By Elizabeth Turnbull

In addition to celebrations in honor of Pride, Real Change and KVRU 105.7 FM hosted a panel this week to explore why queer Seattle also feels gentrified and why BIPOC queer people are not always protected and safe.

Several queer BIPOC community leaders spoke at the panel including Aleksa Manila, Leinani Lucas, LC, and Moni Tep while Luzviminda Uzuri Carpenter, the station manager at KVRU, and Guy Oron, staff reporter at Real Change, co-moderated the event.

Gentrification was a center of conversation and panelists talked about how the queer neighborhoods in the city have shifted, moving from Renton Hill and Pioneer Square to Capitol Hill where ongoing changes and gentrification have taken place.

“I no longer see a sea of family-owned queer-owned brown-owned businesses,” Aleksa Manila, the founder of Pride Asia said at the panel. “… I can only think of two very specific queer POC owned businesses, or a handful [that are still there].”

In their place, Aleksa said she sees corporate-owned businesses—surrounded by housing that many queer BIPOC people can no longer afford.

Manila spoke to a trend where queer Black and Brown communities will build up a neighborhood only to have it become targeted by gentrification.

“Black and Brown folks, usually artists, queer artists, migrate into a neighborhood, make it their own, a neighborhood that probably was being frowned upon by the rich and famous, but then we beautify it for us,” Manila said. “And then they start noticing it. Oh, well, that’s pretty now we should move in there. Okay, you, you people over there that made it pretty. Okay, now move, move, move.”

Other panelists noted an increase in white people and the genocidal nature of forcing people to uproot their lives through gentrification.

“I think the reason why we have gentrification is so then people who have power can have all those things that we’re losing, right?” LC, a leader in health equity said. “They have family, they have access, they have care, health, food, and all of these things. And so they move into these places to be able to secure that for their community.
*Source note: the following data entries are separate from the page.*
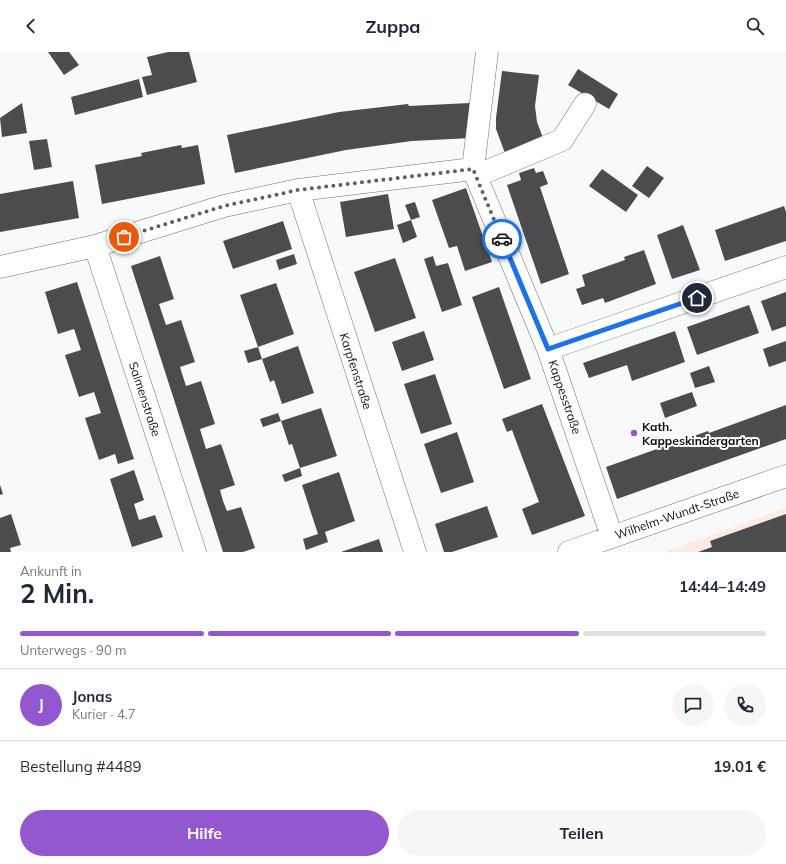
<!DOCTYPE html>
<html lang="de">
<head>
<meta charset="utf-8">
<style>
	body { margin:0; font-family:Mulish,sans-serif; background:#f6f6f7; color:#1f2937; height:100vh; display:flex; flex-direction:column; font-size:15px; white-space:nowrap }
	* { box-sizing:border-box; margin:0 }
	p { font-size:13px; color:#747a83 }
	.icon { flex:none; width:22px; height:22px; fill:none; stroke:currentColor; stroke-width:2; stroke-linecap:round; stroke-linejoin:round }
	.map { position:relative; height:500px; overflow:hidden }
	.sheet { display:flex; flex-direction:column; background:#fff; flex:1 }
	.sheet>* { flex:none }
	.pin { position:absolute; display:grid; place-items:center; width:34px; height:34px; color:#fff; margin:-17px; border:2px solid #fff; border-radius:50%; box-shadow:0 1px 4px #0007 }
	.courier { position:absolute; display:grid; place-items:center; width:40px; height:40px; margin:-20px; border:3px solid #1a73e8; border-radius:50%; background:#fff; color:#222; box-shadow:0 1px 5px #0007 }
	.overview em { font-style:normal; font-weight:700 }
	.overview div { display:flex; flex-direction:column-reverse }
	.overview { display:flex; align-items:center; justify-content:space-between; height:68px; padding:0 20px }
	h1 { font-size:26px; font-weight:700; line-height:30px }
	.bar { display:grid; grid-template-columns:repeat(4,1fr); gap:6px 4px; align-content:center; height:48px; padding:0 20px }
	.bar i { height:5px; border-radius:3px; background:#e0e1e3 }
	.bar .current { background:#9358cf }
	.bar p { grid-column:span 4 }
	.line { display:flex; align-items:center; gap:10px; padding:0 20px; border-top:1px solid #e0e1e3 }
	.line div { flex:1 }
	.round { display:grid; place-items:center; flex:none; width:42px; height:42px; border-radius:21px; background:#f6f6f7 }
	.button { display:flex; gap:8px; margin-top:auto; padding:8px 20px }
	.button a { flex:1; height:46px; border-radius:24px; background:#9358cf; color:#fff; font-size:16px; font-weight:700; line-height:46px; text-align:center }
	.button a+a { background:#f6f6f7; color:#1f2937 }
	header { display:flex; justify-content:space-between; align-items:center; height:52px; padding:0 20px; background:#fff; font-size:18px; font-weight:700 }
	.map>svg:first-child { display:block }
	.industrial { fill:#fdebe1 }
	.building { fill:#4c4c4e }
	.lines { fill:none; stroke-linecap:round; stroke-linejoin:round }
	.minor-casing { stroke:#6e6f71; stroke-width:23 }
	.minor { stroke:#fff; stroke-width:22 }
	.done { stroke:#5f6060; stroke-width:4; stroke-dasharray:0 7.2 }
	.route { stroke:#1a73e8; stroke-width:5 }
	.poi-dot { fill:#9358cf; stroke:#fff; stroke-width:1.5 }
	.labels { text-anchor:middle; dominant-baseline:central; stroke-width:4; stroke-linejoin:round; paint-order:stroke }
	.street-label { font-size:12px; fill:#0c0d0d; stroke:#fff }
	.poi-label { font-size:12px; font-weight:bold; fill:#0c0d0d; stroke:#fff; text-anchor:start }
</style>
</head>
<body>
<header><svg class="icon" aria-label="back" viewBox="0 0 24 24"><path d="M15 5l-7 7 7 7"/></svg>Zuppa<svg class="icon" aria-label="search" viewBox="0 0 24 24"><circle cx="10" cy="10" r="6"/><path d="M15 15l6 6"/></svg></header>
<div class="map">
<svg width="786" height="500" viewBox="0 0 786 500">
	<rect width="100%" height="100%" fill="#f8f9fb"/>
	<path class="industrial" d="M786 456V500H664Z"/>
	<path class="building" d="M48 0H69L79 13 64 23Z
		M168 0H189L197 30 147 43 142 25 152 23 147 5Z
		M578 17 618 42 609 57 568 33Z
		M502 19 539 23 535 54 537 70 543 86 505 101 496 77V66Z
		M139 27 143 45 75 63 71 45Z
		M22 51 27 81 2 85 0 66Z
		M470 51 471 86 412 89 346 98 235 121 227 83 339 60 408 52 409 54Z
		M47 87 52 115 34 118 29 89Z
		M181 93 182 96 198 93 205 132 102 152 95 113 142 104 141 101Z
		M647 114 664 126 649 146 632 134Z
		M534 116 536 121 543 119 548 132 540 135 569 222 541 232 507 133 521 128 519 121Z
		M602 117 638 143 626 160 589 134Z
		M73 129 79 166 0 180V142Z
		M466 136 492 210 465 219 457 194 449 196 432 148Z
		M388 142 394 177 346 185 340 150Z
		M415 150 420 165 411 168 405 153Z
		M784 154 786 160V189L725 209 715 178Z
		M411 168 417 185 403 191 397 173Z
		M283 169 292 197 233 217 223 189Z
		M683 173 700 218 672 227 657 183Z
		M644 198 656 232 605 251 603 246 582 253 576 237 585 234 582 223 625 208 624 205Z
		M294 202 297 212 279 218 276 208Z
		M160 204 174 247 159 252 166 273 181 268 195 310 180 315 186 334 201 329 215 372 200 377 206 397 221 392 235 433 220 438 223 449 227 459 241 455 255 496 243 500H223L131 214Z
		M433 204 436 214 448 211 462 253 442 260 424 207Z
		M395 206 416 266 375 280 354 220Z
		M77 230 134 407 118 412 115 402 99 408 85 366 101 361 94 340 79 345 65 303 81 298 74 277 58 282 45 240Z
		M276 231 294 282 258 295 240 243Z
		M499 235 531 327 504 337 472 245Z
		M786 240V274L772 279 761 249Z
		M749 253 759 281 697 303 687 275Z
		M424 279 434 308 402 319 392 290Z
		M675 279 685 310 632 329 627 313 589 326 583 311Z
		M786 289V309L769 315 763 297Z
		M298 294 314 341 282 352 274 328 270 330 262 307Z
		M258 295 262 307 248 311 244 299Z
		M709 314 715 330 695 336 690 321Z
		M435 322 452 372 421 382 404 332Z
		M692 340 697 354 665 366 660 351Z
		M542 352 585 464 532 483 522 457 539 450 512 378 507 380 502 367Z
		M786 353V387L617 447 606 415 708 379 709 381Z
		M321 356 337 404 300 416 292 392 289 393 281 369Z
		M278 361 281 369 263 375 260 367Z
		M457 380 474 430 441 441 424 392Z
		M300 416 302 424 285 430 282 423Z
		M134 418 144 448 134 452 139 468 155 463 163 485 132 495 110 427Z
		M339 420 355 469 325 480 328 490 306 498 303 487 318 482 302 433Z
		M0 433 3 442 0 443Z
		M487 454 498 485 452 500H444L435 472Z
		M11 462 21 493 10 496 11 500H0V466Z
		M786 462V500H698L712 495 710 489Z
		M379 487 383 500H341Z"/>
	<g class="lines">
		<g class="minor-casing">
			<path id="minor" d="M487 0 473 117 548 297 612 485
				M476 124 562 88 585 52
				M298 138 415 500
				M95 194 195 500
				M0 215 95 194 224 154 298 138 473 117
				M548 297 786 215
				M569 500 786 424"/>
		</g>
		<use href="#minor" class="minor"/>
	</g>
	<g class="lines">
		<path class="done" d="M124 185 224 154 298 138 473 117 502 187"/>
		<path class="route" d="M502 187 548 297 697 246"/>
	</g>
	<circle class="poi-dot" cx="634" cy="381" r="4"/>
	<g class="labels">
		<g class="street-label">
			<text transform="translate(356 319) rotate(72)">Karpfenstraße</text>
			<text transform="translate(565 345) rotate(71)">Kappesstraße</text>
			<text transform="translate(145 347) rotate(72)">Salmenstraße</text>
			<text transform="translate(677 462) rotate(-19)">Wilhelm-Wundt-Straße</text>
		</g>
		<g class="poi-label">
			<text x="642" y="374">Kath.<tspan x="642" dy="14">Kappeskindergarten</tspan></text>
		</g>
	</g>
</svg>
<div class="pin" style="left:124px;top:185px;background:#ea580c"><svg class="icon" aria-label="bag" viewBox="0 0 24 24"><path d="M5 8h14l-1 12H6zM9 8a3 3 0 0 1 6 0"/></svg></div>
<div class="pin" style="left:697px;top:246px;background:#1f2937"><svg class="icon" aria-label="home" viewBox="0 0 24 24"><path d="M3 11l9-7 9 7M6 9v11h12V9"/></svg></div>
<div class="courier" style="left:502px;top:187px"><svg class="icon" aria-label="car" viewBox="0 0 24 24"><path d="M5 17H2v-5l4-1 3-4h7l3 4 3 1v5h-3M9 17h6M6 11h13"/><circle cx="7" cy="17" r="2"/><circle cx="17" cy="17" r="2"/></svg></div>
</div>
<section class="sheet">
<div class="overview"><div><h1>2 Min.</h1><p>Ankunft in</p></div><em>14:44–14:49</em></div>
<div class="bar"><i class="current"></i><i class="current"></i><i class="current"></i><i></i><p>Unterwegs · 90 m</p></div>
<div class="line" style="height:72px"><b class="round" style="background:#9358cf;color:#fff">J</b><div><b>Jonas</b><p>Kurier · 4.7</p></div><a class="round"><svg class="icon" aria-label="chat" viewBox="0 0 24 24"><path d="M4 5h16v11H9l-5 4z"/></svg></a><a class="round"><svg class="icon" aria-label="phone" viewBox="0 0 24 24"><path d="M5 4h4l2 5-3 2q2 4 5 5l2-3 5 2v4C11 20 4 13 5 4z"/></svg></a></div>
<div class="line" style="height:52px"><div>Bestellung #4489</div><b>19.01 €</b></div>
<div class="button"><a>Hilfe</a><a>Teilen</a></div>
</section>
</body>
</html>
And we’re not able to do it for ours.”

In addition to highlighting current issues, panelists explored whether or not solutions to gentrification are possible and what actions can be taken to maintain support for the community.

Panelists highlighted traditional methods such as voting, hosting more panels and discussions, and being at the table with local decision makers. In addition to practical applications, some also emphasized the importance of resistance.

“I have to remind everybody that that pride was a riot,” Leinani said. “It was because you know, trans women of color were loud, they would not be silent.”